[What to work on] From the listing below, return every line with the string "service" in it.

[Information shown]
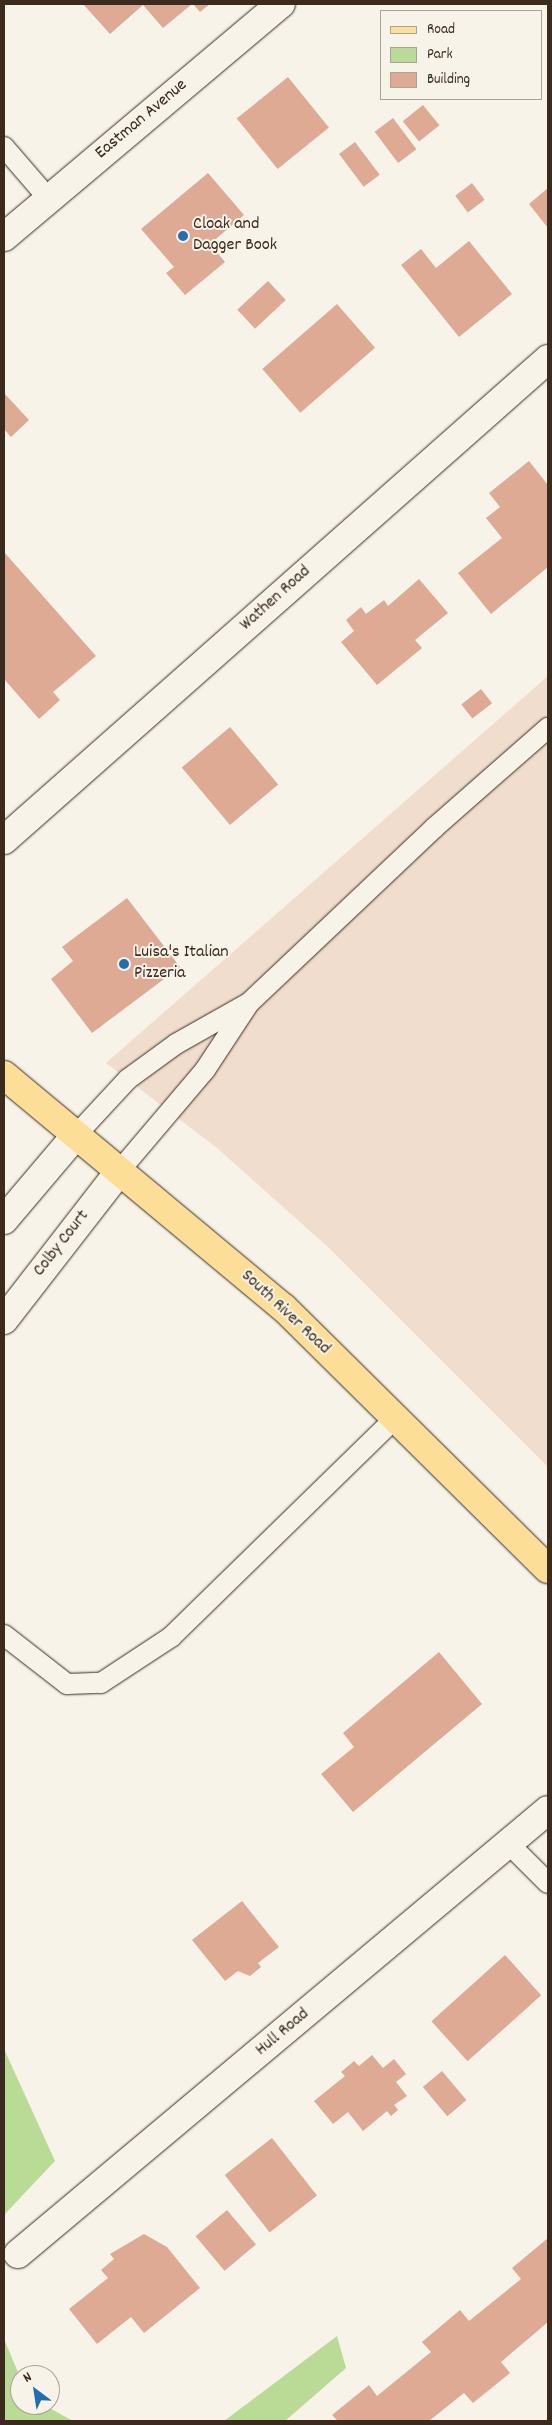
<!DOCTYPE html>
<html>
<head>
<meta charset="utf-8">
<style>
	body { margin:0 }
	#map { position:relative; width:552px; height:2425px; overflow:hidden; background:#f7f3e8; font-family:Dekko,sans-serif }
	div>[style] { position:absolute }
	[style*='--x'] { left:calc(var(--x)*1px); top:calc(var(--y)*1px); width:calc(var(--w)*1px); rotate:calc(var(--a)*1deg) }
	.built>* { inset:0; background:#f0ddce }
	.green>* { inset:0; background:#b9db95 }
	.building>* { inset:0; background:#deaa93; transform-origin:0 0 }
	.roads { filter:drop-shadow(0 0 1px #3b2a1e) drop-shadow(0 0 1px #3b2a1e) }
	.service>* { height:20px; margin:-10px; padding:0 10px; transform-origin:10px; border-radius:10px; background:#f7f3e8 }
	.minor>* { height:28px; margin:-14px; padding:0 14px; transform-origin:14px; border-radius:14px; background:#f7f3e8 }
	.primary>* { height:28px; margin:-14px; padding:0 14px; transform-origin:14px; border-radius:14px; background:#fdde96 }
	.dots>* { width:14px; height:14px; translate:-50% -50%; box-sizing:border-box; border:2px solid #f7f3e8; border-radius:50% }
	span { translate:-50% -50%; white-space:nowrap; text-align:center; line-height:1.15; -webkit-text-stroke:4px #f7f3e8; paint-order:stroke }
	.street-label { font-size:18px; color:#3b2a1e }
	.poi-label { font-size:18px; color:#3b2a1e }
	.left { translate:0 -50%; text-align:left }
	.frame { position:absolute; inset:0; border:5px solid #3b2a1e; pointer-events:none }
	.legend { position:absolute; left:380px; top:10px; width:162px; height:90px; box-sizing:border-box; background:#f7f3e8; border:1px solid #aca397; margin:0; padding:6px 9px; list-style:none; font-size:15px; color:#3b2a1e }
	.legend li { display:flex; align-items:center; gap:10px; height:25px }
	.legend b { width:25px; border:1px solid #aca397 }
	.north { position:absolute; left:10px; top:2365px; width:50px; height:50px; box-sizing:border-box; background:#f7f3e8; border:1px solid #aca397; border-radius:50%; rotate:329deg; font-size:14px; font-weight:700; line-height:20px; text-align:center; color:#3b2a1e }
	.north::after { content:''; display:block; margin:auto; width:18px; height:22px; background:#1f6fb2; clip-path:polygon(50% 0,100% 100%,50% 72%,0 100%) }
</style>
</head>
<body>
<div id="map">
	<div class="built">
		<i style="clip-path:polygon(548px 676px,548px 1467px,328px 1247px,217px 1148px,106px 1063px)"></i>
	</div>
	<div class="green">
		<i style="clip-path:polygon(4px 2049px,55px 2161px,4px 2215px)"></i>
		<i style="clip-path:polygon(337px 2336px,346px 2368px,285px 2421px,224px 2421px)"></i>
		<i style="clip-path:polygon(4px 2339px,20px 2377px,20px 2405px,44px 2405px,73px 2421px,4px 2421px)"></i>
	</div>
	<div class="building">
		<i style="clip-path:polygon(83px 4px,192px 4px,163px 28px,143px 5px,110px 34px)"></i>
		<i style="clip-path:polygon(193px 4px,210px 4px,200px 12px)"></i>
		<i style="left:288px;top:77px;width:65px;height:66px;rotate:51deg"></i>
		<i style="left:423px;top:105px;width:26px;height:26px;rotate:51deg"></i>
		<i style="left:393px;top:118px;width:39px;height:23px;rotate:53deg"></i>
		<i style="left:355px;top:142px;width:41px;height:20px;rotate:53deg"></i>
		<i style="clip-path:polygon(208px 173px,244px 215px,210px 244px,225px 262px,185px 295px,166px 273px,174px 267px,141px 229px)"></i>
		<i style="left:472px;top:183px;width:21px;height:21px;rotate:53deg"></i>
		<i style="clip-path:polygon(548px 188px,548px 228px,529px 204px)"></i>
		<i style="clip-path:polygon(469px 241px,512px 294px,459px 337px,401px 265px,421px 249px,436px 268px)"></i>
		<i style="left:268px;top:281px;width:26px;height:42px;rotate:47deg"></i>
		<i style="left:337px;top:304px;width:58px;height:99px;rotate:49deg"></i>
		<i style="clip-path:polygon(4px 393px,29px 420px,11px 437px,4px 429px)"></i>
		<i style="clip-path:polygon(529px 461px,548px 485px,548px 567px,491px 614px,458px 573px,502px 538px,486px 518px,500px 507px,489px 493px)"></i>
		<i style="clip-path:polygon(4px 552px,96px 656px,53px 692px,60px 700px,39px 719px,4px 679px)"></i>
		<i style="clip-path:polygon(419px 579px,448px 613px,415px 640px,422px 648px,377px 685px,341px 642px,354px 631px,346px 620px,361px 607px,366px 614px,384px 600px,388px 606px)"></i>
		<i style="left:481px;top:689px;width:18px;height:25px;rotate:52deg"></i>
		<i style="left:230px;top:727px;width:75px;height:63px;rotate:50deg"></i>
		<i style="clip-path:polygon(127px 898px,180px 967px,92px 1033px,51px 979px,73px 961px,62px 947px)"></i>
		<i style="clip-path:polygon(439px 1652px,482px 1704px,353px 1812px,321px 1774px,354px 1747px,343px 1733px)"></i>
		<i style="clip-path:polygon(242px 1901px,279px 1947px,258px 1963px,261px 1967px,250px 1976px,238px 1971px,225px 1981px,192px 1940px)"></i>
		<i style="left:505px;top:1955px;width:54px;height:99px;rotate:48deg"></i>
		<i style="clip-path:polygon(372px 2055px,383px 2068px,394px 2059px,406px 2074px,396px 2082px,407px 2096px,394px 2105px,398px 2110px,391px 2116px,387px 2111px,363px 2131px,348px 2112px,333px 2124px,314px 2101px,345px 2076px,341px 2072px,354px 2061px,359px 2066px)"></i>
		<i style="left:442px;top:2071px;width:38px;height:25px;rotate:50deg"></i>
		<i style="left:272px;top:2138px;width:73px;height:60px;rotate:52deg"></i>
		<i style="left:227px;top:2210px;width:45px;height:41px;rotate:50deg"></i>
		<i style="clip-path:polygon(144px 2234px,167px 2247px,200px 2288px,144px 2333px,131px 2317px,97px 2344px,69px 2309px,108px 2278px,101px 2270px,114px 2259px,110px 2254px)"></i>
		<i style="clip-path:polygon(548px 2238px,548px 2322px,501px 2362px,510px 2373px,473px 2403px,464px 2393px,429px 2421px,338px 2421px,332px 2415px,369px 2385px,377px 2396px,431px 2352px,422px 2342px,460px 2310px,469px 2321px,521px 2279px,512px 2268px)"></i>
	</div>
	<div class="roads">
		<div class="service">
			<i style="--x:4;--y:147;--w:67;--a:49.2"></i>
			<i style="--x:77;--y:1134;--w:75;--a:-47.2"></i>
			<i style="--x:128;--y:1079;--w:59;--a:-36.1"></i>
			<i style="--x:176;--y:1044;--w:79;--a:-29.5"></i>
			<i style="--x:121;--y:1169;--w:130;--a:-49.7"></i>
			<i style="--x:205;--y:1070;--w:80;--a:-56.7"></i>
			<i style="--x:249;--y:1003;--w:255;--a:-43.4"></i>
			<i style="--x:434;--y:828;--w:152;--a:-41.3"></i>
			<i style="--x:4;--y:1635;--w:80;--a:37.9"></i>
			<i style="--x:67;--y:1684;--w:34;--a:-2"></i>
			<i style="--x:101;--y:1683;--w:84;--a:-33.3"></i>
			<i style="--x:171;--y:1637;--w:310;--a:-44.3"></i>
			<i style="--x:509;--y:1844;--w:55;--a:45"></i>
		</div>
		<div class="minor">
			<i style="--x:4;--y:237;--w:362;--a:-40.1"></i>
			<i style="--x:4;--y:840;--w:726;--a:-41.48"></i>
			<i style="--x:4;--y:1220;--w:113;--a:-49.7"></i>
			<i style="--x:4;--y:1320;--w:191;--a:-52.2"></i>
			<i style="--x:18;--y:2254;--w:691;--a:-39.95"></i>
		</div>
		<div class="primary">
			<i style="--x:4;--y:1075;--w:364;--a:39.8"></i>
			<i style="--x:284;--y:1308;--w:371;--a:44.7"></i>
		</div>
	</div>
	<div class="dots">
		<i style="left:183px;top:236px;background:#1f6fb2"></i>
		<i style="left:124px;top:964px;background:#1f6fb2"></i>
	</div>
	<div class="street-label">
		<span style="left:142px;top:120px;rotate:-40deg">Eastman Avenue</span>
		<span style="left:276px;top:599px;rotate:-42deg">Wathen Road</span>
		<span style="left:62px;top:1244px;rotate:-52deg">Colby Court</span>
		<span style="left:285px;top:1313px;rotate:43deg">South River Road</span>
		<span style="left:283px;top:2033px;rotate:-40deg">Hull Road</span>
	</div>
	<div class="poi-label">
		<span class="left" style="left:193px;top:236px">Cloak and<br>Dagger Book</span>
		<span class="left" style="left:134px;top:964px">Luisa's Italian<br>Pizzeria</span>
	</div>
	<div class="frame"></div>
	<ul class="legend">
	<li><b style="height:6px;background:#fdde96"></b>Road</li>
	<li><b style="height:14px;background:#b9db95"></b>Park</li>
	<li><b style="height:14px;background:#deaa93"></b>Building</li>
	</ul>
	<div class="north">N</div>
</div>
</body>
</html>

[Task response]
	.service>* { height:20px; margin:-10px; padding:0 10px; transform-origin:10px; border-radius:10px; background:#f7f3e8 }
		<div class="service">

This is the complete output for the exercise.